Objectives: To conduct a systematic review of studies externally validating the ADNEX (Assessment of Different Neoplasias in the adnexa) model for diagnosis of ovarian cancer and to present a meta-analysis of its performance.

Design: Systematic review and meta-analysis of external validation studies

Data sources: Medline, Embase, Web of Science, Scopus, and Europe PMC, from 15 October 2014 to 15 May 2023.

Eligibility criteria for selecting studies: All external validation studies of the performance of ADNEX, with any study design and any study population of patients with an adnexal mass. Two independent reviewers extracted the data. Disagreements were resolved by discussion. Reporting quality of the studies was scored with the TRIPOD (Transparent Reporting of a multivariable prediction model for Individual Prognosis Or Diagnosis) reporting guideline, and methodological conduct and risk of bias with PROBAST (Prediction model Risk Of Bias Assessment Tool). Random effects meta-analysis of the area under the receiver operating characteristic curve (AUC), sensitivity and specificity at the 10% risk of malignancy threshold, and net benefit and relative utility at the 10% risk of malignancy threshold were performed.

Results: 47 studies (17007 tumours) were included, with a median study sample size of 261 (range 24-4905). On average, 61% of TRIPOD items were reported. Handling of missing data, justification of sample size, and model calibration were rarely described. 91% of validations were at high risk of bias, mainly because of the unexplained exclusion of incomplete cases, small sample size, or no assessment of calibration. The summary AUC to distinguish benign from malignant tumours in patients who underwent surgery was 0.93 (95% confidence interval 0.92 to 0.94, 95% prediction interval 0.85 to 0.98) for ADNEX with the serum biomarker, cancer antigen 125 (CA125), as a predictor (9202 tumours, 43 centres, 18 countries, and 21 studies) and 0.93 (95% confidence interval 0.91 to 0.94, 95% prediction interval 0.85 to 0.98) for ADNEX without CA125 (6309 tumours, 31 centres, 13 countries, and 12 studies). The estimated probability that the model has use clinically in a new centre was 95% (with CA125) and 91% (without CA125). When restricting analysis to studies with a low risk of bias, summary AUC values were 0.93 (with CA125) and 0.91 (without CA125), and estimated probabilities that the model has use clinically were 89% (with CA125) and 87% (without CA125).

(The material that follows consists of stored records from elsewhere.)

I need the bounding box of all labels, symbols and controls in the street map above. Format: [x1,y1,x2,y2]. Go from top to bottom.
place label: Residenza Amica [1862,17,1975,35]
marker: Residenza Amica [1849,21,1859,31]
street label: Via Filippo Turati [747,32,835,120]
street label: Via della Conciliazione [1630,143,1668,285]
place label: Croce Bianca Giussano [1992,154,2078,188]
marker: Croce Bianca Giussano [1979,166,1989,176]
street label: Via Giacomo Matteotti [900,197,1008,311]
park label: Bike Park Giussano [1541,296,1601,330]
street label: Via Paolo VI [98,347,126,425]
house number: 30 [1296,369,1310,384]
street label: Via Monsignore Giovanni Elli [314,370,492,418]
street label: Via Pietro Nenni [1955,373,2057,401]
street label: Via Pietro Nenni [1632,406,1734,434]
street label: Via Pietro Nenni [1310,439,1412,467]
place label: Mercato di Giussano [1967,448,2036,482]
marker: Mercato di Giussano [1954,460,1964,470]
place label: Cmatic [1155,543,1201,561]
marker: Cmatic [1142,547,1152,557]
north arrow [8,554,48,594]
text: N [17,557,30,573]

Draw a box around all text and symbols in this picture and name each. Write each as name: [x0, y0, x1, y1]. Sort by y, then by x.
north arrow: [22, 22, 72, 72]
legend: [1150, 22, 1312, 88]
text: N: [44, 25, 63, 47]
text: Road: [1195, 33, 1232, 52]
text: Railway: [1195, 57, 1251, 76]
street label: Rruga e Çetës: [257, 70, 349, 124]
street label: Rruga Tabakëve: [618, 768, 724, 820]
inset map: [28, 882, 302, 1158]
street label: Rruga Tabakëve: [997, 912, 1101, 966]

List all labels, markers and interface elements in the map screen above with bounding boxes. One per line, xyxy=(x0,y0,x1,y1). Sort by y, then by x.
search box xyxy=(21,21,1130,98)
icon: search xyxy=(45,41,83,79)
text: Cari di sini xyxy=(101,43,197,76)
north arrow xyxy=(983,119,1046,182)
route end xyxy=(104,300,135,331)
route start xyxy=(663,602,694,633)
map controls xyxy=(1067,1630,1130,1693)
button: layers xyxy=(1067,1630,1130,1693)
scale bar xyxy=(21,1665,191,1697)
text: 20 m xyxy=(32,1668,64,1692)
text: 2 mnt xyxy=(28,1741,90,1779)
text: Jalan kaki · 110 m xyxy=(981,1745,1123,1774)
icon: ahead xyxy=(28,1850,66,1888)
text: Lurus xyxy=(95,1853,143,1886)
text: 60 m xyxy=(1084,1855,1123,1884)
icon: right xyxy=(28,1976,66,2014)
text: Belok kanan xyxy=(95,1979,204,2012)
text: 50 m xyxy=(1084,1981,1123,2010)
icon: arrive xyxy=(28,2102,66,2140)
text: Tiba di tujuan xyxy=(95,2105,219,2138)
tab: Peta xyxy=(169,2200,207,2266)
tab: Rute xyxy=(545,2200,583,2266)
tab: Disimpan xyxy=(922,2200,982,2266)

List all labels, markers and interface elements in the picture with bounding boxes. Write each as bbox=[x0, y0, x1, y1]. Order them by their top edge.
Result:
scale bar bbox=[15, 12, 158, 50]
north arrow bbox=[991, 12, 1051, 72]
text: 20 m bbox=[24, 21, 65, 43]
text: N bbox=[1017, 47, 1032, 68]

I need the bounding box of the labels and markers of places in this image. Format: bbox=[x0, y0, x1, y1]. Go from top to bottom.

Conclusions: The results of the meta-analysis indicated that ADNEX performed well in distinguishing between benign and malignant tumours in populations from different countries and settings, regardless of whether the serum biomarker, CA125, was used as a predictor. A key limitation was that calibration was rarely assessed.

Systematic review registration: PROSPERO CRD42022373182.